# Neural Network Optimization

## Gradient Descent Algorithm


Gradient Descent is an optimization algorithm used to minimize a function by iteratively moving in the direction of steepest descent as defined by the negative of the gradient. It's widely used in machine learning to update parameters of models.

Mathematical Explanation:

Given a function $ f(\theta) $ where $ \theta $ represents the parameters, the goal is to find $ \theta $ that minimizes $ f(\theta) $.

Update Rule:

$$
\theta_{\text{new}} = \theta_{\text{old}} - \eta \nabla_{\theta} f(\theta_{\text{old}})
$$

- $ \eta $ is the learning rate (a small positive number).
- $ \nabla_{\theta} f(\theta_{\text{old}}) $ is the gradient of the function at $ \theta_{\text{old}} $.

Visual Illustration:

Imagine you're at the top of a hill (the maximum of the function), and you want to get to the bottom (the minimum). At each step, you look around for the steepest downward slope (the negative gradient) and take a step in that direction.


## Stochastic Gradient Descent (SGD)

Stochastic Gradient Descent is a variation of gradient descent where the gradient is estimated using a single sample (or a mini-batch) rather than the entire dataset.
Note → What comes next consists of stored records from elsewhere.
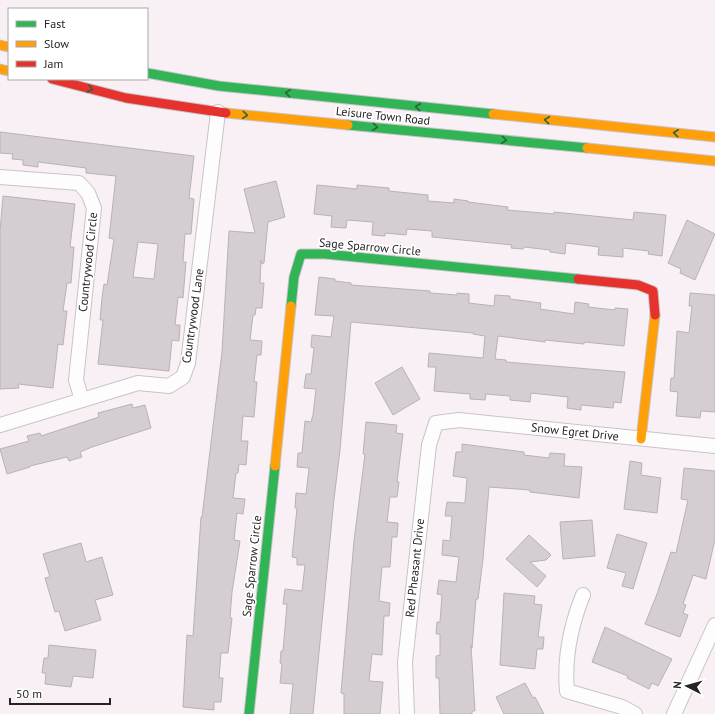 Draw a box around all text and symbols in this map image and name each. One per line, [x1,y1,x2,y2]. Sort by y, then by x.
legend [8,8,148,80]
text: Fast [44,16,65,31]
text: Slow [44,36,69,51]
text: Jam [43,56,63,71]
one-way arrow [86,84,93,92]
one-way arrow [285,89,291,98]
street label: Leisure Town Road [335,103,431,128]
one-way arrow [414,103,421,112]
one-way arrow [242,110,248,119]
one-way arrow [544,116,550,125]
one-way arrow [372,123,378,132]
one-way arrow [673,129,679,138]
one-way arrow [501,136,507,145]
street label: Countrywood Circle [75,211,100,313]
street label: Sage Sparrow Circle [318,235,422,258]
street label: Countrywood Lane [178,268,207,364]
street label: Snow Egret Drive [530,419,620,444]
street label: Sage Sparrow Circle [239,514,264,618]
street label: Red Pheasant Drive [402,518,427,618]
north arrow [667,666,707,706]
scale bar [10,680,110,706]
text: N [670,681,684,689]
text: 50 m [16,686,42,701] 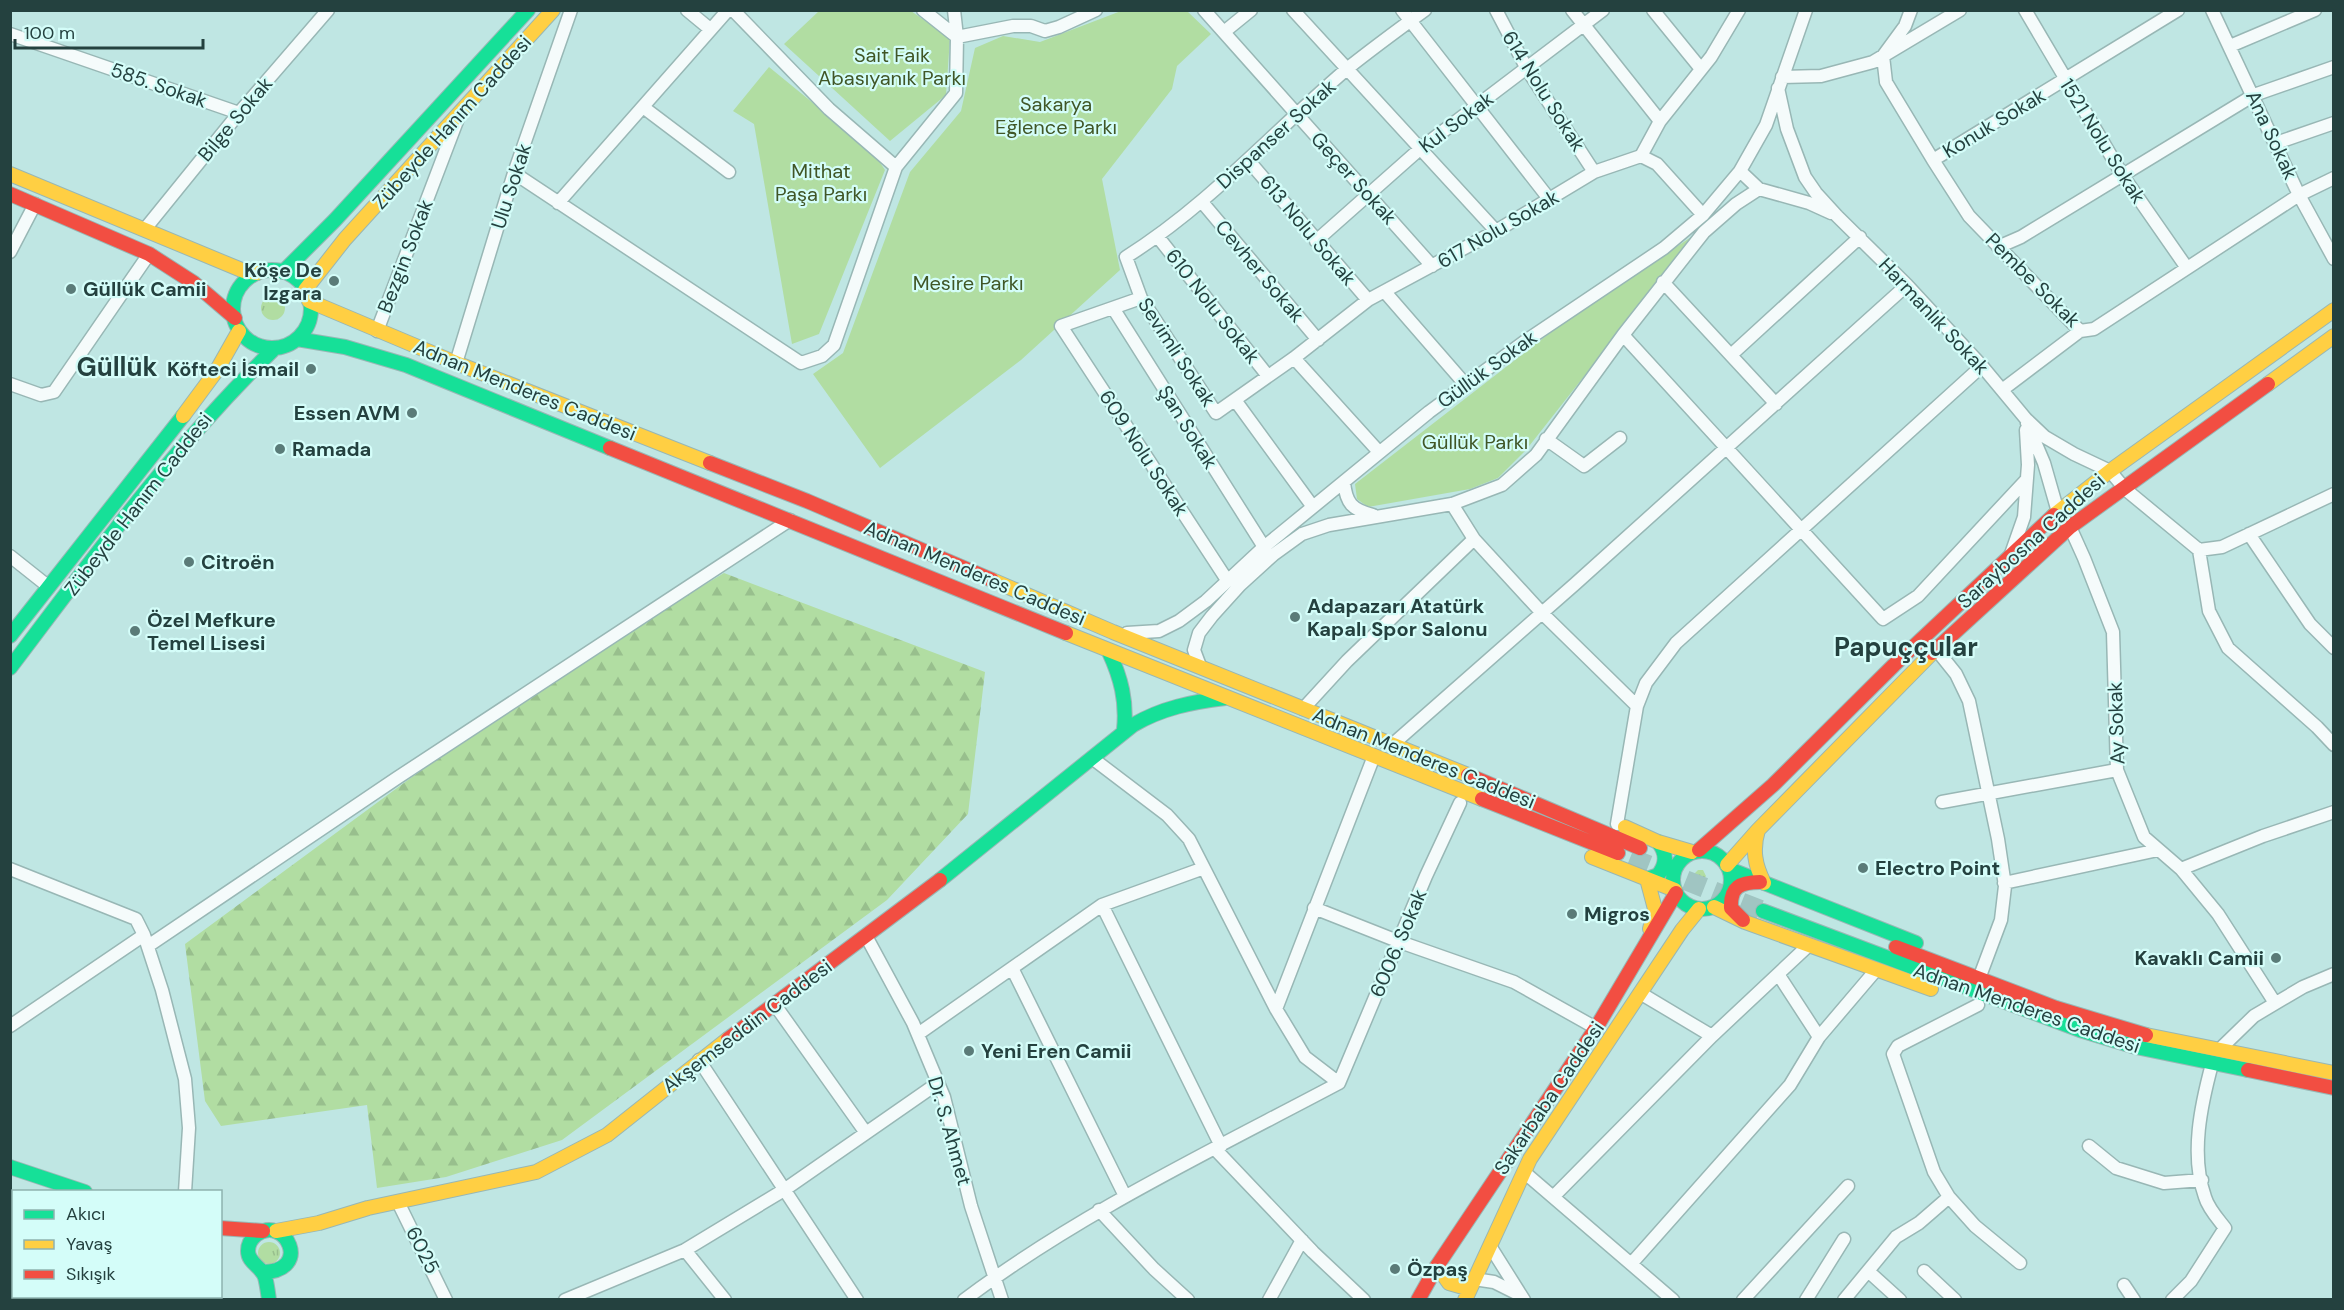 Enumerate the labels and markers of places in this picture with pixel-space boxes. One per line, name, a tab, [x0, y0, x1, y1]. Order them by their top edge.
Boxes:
place label: Köşe De Izgara	[244, 257, 322, 306]
marker: Köşe De Izgara	[327, 274, 341, 288]
place label: Güllük Camii	[83, 276, 206, 302]
marker: Güllük Camii	[64, 282, 78, 296]
place label: Köfteci İsmail	[167, 356, 299, 382]
marker: Köfteci İsmail	[304, 362, 318, 376]
place label: Essen AVM	[294, 400, 400, 426]
marker: Essen AVM	[405, 406, 419, 420]
place label: Ramada	[292, 436, 371, 462]
marker: Ramada	[273, 442, 287, 456]
place label: Citroën	[201, 549, 275, 575]
marker: Citroën	[182, 555, 196, 569]
place label: Adapazarı Atatürk Kapalı Spor Salonu	[1307, 593, 1488, 642]
place label: Özel Mefkure Temel Lisesi	[147, 607, 276, 656]
marker: Adapazarı Atatürk Kapalı Spor Salonu	[1288, 610, 1302, 624]
marker: Özel Mefkure Temel Lisesi	[128, 624, 142, 638]
place label: Electro Point	[1875, 855, 2000, 881]
marker: Electro Point	[1856, 861, 1870, 875]
place label: Migros	[1584, 901, 1650, 927]
marker: Migros	[1565, 907, 1579, 921]
place label: Kavaklı Camii	[2135, 945, 2264, 971]
marker: Kavaklı Camii	[2269, 951, 2283, 965]
place label: Yeni Eren Camii	[981, 1038, 1131, 1064]
marker: Yeni Eren Camii	[962, 1044, 976, 1058]
place label: Özpaş	[1407, 1256, 1468, 1282]
marker: Özpaş	[1388, 1262, 1402, 1276] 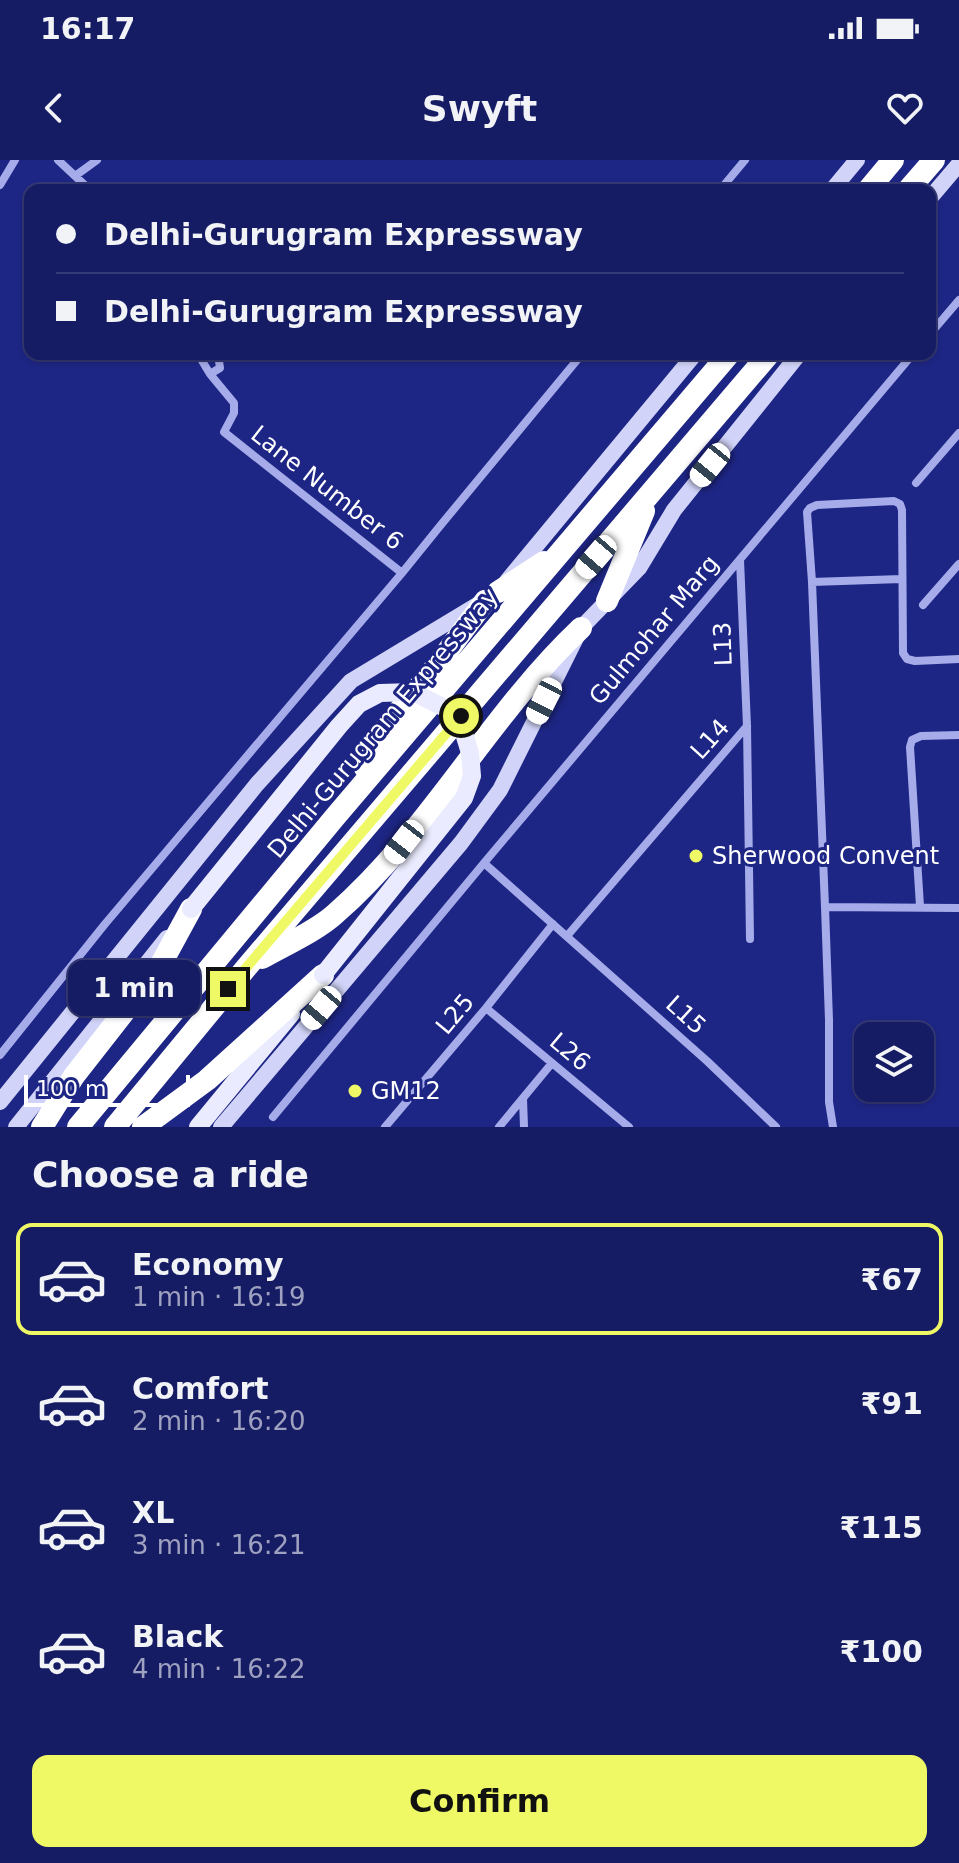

This makes it computationally efficient and allows it to handle large datasets.

Update Rule:

$$
\theta_{\text{new}} = \theta_{\text{old}} - \eta \nabla_{\theta} f(\theta_{\text{old}}; x_i, y_i)
$$

- $ (x_i, y_i) $ is a single data point.
- The gradient $ \nabla_{\theta} f(\theta_{\text{old}}; x_i, y_i) $ is computed using only this data point.

Benefits of SGD:

- Faster iterations due to less computation per update.
- Introduces noise that can help escape local minima.

---

### Example: Linear Regression with Gradient Descent

Suppose we have a dataset:

| $ x_i $ | $ y_i $ |
|-----------|-----------|
|     1     |     2     |
|     2     |     4     |
|     3     |     6     |
|     4     |     8     |

We want to fit a linear model $ y = w x + b $ using gradient descent.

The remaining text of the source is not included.